L’appartamento al primo piano di corso Casale 205 è stato a lungo l’abitazione di un postino. Ora è lo studio di un dentista, che di cognome fa Ardore. Sotto le due finestre ci sono una filiale del Credito Piemontese e un’agenzia viaggi. “La legge del contrappasso per uno che sognava il grande viaggio, ma si accontentava di tante piccole partenze, e che svendeva ogni suo scritto, cedeva i libri per un compenso fisso: pochi, maledetti e subito. Per dire il tipo, la sua ingenuità: il secondo romanzo, ‘La Tigre della Malesia’, pubblicato a puntate nel 1883 su ‘La Nuova Arena’ di Verona, gli fu pagato con una torta di pasticceria”.
Viveva abbarbicato al suo tavolino, legato alla penna con cui correva per terre e per mari. È lui, il Tigrotto di Madonna del Pilone, il Corsaro del Po, a essere il personaggio più romanzesco. “Per i giovani i suoi libri erano puro nutrimento fantastico. Diceva di raccontare quello che i lettori volevano, cioè eroi vincenti che sopravvivono immortali nell’avventura senza fine”. Ciò che lui sognava di essere, sin da quando, giornalista, si occupava di cronaca nera, esteri e critica teatrale, e corteggiava la futura moglie Ida, attrice di filodrammatica, scrivendo recensioni lusinghiere e lettere passionali firmate Selvaggio Malese.
“Gli interessano le virtù eroiche degli uomini, non le macchine. Vede nitidamente le false promesse della modernità” annota Ferrero. “Dell’Ottocento ha tutto: le grandi semplificazioni, la curiosità enciclopedica, il delirio classificatorio. Tende a dare della realtà una mappa 1 a 1. Non conosce sfumature, ombre, psicologie. Diventa schiavo del mondo che ha costruito. È un uomo solo. A spingerlo è lo spirito di rivalsa. Scrive per farla vedere a tutti, alle cugine di Venezia, ai colleghi del giornale, ai concittadini. Si sente ignorato, considerato un fenomeno da baraccone. Cerca di farsi accreditare dalla società letteraria, ma fallisce”.
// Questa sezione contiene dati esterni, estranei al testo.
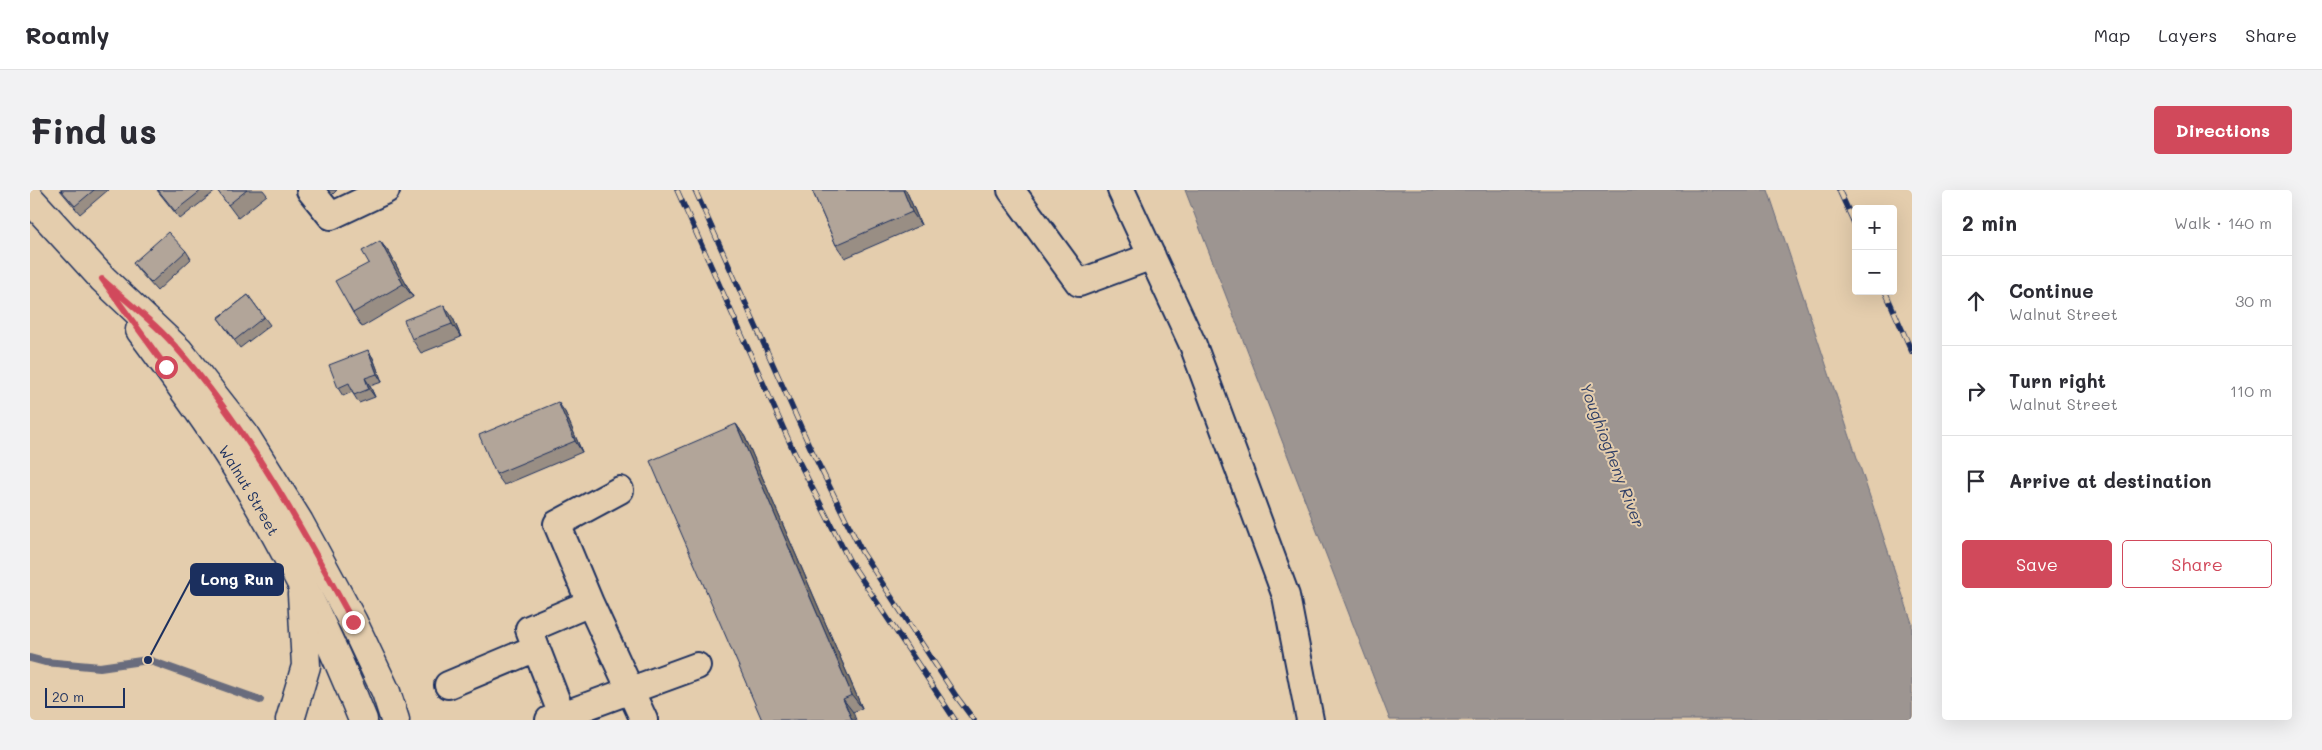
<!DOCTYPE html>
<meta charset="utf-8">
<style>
:root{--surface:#fff;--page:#f2f2f3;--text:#2b2b33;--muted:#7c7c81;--line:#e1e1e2;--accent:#d1495b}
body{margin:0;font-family:Mali,sans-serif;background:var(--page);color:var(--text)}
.controls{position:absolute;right:15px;top:15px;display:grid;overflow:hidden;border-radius:5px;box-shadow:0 5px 20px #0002}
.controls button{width:45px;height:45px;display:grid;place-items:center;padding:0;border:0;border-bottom:1px solid var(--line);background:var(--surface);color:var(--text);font:25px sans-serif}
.scale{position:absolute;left:15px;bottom:12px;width:80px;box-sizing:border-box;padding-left:5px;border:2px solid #1b2f5e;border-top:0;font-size:14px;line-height:18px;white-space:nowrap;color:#1b2f5e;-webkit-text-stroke:4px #e4cdad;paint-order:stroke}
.stop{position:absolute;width:15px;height:15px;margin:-11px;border:4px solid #d1495b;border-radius:50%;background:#fff}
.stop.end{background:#d1495b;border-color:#fff;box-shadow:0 1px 5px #0008}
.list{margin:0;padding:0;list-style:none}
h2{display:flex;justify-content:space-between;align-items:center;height:65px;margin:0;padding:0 20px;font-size:21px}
h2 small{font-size:16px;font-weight:400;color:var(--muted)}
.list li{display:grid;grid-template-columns:32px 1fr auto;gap:15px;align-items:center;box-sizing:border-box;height:90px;padding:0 20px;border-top:1px solid var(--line)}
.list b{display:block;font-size:19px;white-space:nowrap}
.list p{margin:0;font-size:16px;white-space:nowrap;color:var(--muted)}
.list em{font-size:16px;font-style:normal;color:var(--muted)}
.actions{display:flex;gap:10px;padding:15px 20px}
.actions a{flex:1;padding:11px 0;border:1px solid var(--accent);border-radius:5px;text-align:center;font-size:18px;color:var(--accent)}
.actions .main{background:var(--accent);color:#fff}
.icon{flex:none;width:28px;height:28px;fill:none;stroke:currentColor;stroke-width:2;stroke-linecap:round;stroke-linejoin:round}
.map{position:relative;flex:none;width:1882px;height:530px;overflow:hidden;border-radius:5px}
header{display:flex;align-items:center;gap:30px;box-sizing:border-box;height:70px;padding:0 25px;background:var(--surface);border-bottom:1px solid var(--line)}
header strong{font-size:24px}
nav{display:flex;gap:28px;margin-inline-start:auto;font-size:18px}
.intro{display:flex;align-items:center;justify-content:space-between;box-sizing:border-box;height:120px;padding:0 30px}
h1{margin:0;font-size:35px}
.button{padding:12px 22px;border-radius:5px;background:var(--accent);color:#fff;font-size:18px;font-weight:700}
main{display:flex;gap:30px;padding:0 30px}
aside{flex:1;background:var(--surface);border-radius:5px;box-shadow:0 5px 20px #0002}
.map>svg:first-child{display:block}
</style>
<header>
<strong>Roamly</strong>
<nav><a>Map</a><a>Layers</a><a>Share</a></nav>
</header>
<div class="intro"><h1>Find us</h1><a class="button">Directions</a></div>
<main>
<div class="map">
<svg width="1882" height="530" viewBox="0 0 1882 530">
<rect width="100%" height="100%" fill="#e4cdad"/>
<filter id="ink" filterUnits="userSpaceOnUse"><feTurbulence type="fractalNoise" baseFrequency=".02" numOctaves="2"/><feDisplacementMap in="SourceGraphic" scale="10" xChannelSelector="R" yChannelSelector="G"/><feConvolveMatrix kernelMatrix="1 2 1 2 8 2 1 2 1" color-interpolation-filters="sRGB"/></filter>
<g filter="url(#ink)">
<path fill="#9d9591" stroke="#696c7d" d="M1155,0h583l144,433v97h-522z"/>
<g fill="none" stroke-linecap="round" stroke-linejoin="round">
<path stroke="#696c7d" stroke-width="8" d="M0,468l15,4 55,5 48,-7 112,40"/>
<defs>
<path id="minor" d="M280,0l21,26 55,-26
M981,0l68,93 73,-27
M1091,0l72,155 93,251 24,124
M560,413l-33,-79 63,-34
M506,458l-7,-19 61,-26 54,117
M418,495l88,-37 26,67
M519,530l148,-54"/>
<g id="major">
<path d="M0,9l73,80 76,72 65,83 55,88 54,100 33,70 9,28"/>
<path id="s1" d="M110,140c41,56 83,112 117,172 41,70 76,143 106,218"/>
<path d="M260,530l16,-54 -4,-72"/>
</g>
</defs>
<use href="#minor" stroke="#1b2f5e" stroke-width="30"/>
<use href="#major" stroke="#1b2f5e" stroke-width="31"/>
<use href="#minor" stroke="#e4cdad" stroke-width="26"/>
<use href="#major" stroke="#e4cdad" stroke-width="28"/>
<defs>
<path id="rail" d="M647,0l117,262 55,108 106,160
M665,0l114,255 53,107 94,144 18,24
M1809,0l17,37
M1855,101l27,61"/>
</defs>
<use href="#rail" stroke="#1b2f5e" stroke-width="5.5"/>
<use href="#rail" stroke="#e4cdad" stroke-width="4" stroke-dasharray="11" stroke-linecap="butt"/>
</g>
<path fill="#998e84" stroke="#1b2f5e" d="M30,0h48l-28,24z
M127,0h106l4,5 -29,23 -21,-28 -37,29z
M298,0h9l-5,5z
M782,0h94l15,35 -76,33 -9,-13z
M350,51l10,13 23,43 -51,30 -9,-14 16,-50z
M156,61l5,8 -34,32 -18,-20 -6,-8z
M218,105l22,30 -30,23 -22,-30z
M423,128l8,19 -40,16 -9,-14z
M338,160l5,8 9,24 -12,4 5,11 -16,6 -7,-11 -9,4 -5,-8z
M535,222l17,40 -78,33 -8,-11z
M706,234l9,13 117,271 -9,4 -91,8z"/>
<path fill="#7d746b" stroke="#1b2f5e" d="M873,0h3l15,35 -9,-13z
M350,51l10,13 23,43 -10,-13z
M414,115l9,13 8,19 -9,-13z
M338,160l5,8 9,24 -5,-8z
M335,188l5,8 5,11 -6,-8z
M528,212l7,10 17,40 -7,-11z
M706,234l9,13 117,271 -10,-13z
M813,509l10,13 3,8h-4z"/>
<path fill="#b2a599" stroke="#1b2f5e" d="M31,0h33l-19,16z
M128,0h44l-27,21z
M187,0h30l-19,15z
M782,0h91l9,22 -76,33z
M138,42l18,19 -35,32 -18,-20z
M350,51l23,43 -50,29 -18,-32 34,-18 -7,-12z
M218,105l16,22 -29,23 -17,-22z
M414,115l8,19 -40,15 -8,-19z
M338,160l9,24 -12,4 4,11 -15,6 -5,-12 -11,5 -9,-23z
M528,212l17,39 -79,33 -17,-39z
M706,234l116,271 -9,4 9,21h-90l-112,-259z"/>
</g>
<g fill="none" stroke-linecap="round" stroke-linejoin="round" filter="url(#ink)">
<path stroke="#d1495b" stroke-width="6" d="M136,177l-64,-88c26,24 56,46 78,73 70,81 122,176 173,270"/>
</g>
<g text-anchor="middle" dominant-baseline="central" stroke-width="4" stroke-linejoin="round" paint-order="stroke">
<g font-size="15" fill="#1b2f5e" stroke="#e4cdad">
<text stroke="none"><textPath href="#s1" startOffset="194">Walnut Street</textPath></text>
</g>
<g font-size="16" font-style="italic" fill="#2e3e66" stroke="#e4cdad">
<text transform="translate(1583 265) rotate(69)">Youghiogheny River</text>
</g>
</g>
<path fill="none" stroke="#1b2f5e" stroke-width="2" d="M118 470L161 389"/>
<circle fill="#1b2f5e" stroke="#e4cdad" stroke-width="2" cx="118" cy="470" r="5"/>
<rect fill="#1b2f5e" stroke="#1b2f5e" stroke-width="2" x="161" y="374" width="92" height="31" rx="5"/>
<g font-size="16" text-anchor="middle" font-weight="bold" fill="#fff">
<text x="207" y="395">Long Run</text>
</g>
</svg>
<div class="controls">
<button>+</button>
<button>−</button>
</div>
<div class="scale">20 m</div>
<div class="stop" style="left:136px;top:177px"></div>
<div class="stop end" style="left:323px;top:432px"></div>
</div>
<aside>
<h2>2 min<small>Walk · 140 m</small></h2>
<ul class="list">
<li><svg class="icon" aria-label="ahead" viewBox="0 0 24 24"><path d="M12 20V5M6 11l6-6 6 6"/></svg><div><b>Continue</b><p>Walnut Street</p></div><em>30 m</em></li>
<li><svg class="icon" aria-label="right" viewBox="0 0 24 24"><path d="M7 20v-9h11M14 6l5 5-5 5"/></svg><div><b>Turn right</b><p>Walnut Street</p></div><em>110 m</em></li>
<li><svg class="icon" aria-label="arrive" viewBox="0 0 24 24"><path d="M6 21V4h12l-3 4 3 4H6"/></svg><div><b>Arrive at destination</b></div></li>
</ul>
<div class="actions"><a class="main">Save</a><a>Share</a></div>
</aside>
</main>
Martedì 25 aprile, esce di casa presto. La moglie è in manicomio da qualche giorno. I figli lo accompagnano sul portone, lui li apostrofa agitando la canna: andate a scuola! Sale sul tram, scende dopo una fermata e s’incammina verso la collina. Finisce in un bosco, si apre il ventre e si taglia la gola. Verso sera lo trova una lavandaia che cerca legna.
Lascia tre lettere. Agli editori: “A voi che vi siete arricchiti con la mia pelle mantenendo me e la mia famiglia in una continua semimiseria o anche più, vi chiedo solo che pensiate ai miei funerali. Vi saluto spezzando la penna”. Ai direttori dei quotidiani: “Aprite una sottoscrizione per togliere dalla miseria i miei quattro figli. Con il mio nome dovevo attendermi ben altra fortuna”. Ai figli: “Sono ormai un vinto, la pazzia di vostra madre mi ha spezzato il cuore. Non vi lascio che 150 lire più un credito di 600. Vi bacio con il cuore sanguinante, il vostro disgraziato padre… Ah, vado a morire nella valle di San Martino. Si troverà il mio cadavere in uno dei burroncelli che conoscete, perché lì andavamo a fare merenda e a raccogliere i fiori”.
Si era ucciso suo padre, si uccideranno anche due figli. Quattro giorni più tardi apre l’Esposizione Internazionale. Celebra il progresso, la tecnica, il lavoro e cinquant’anni di Italia unita. Salgari, che è sempre stato dalla parte dei sogni, aveva già scritto Le meraviglie del Duemila: un incubo. Anticipa l’inquinamento, il terrorismo, la plastica, la televisione e i ritmi di vita da manicomio. Meglio andarsene con Sandokan, Yanez e il Corsaro Nero.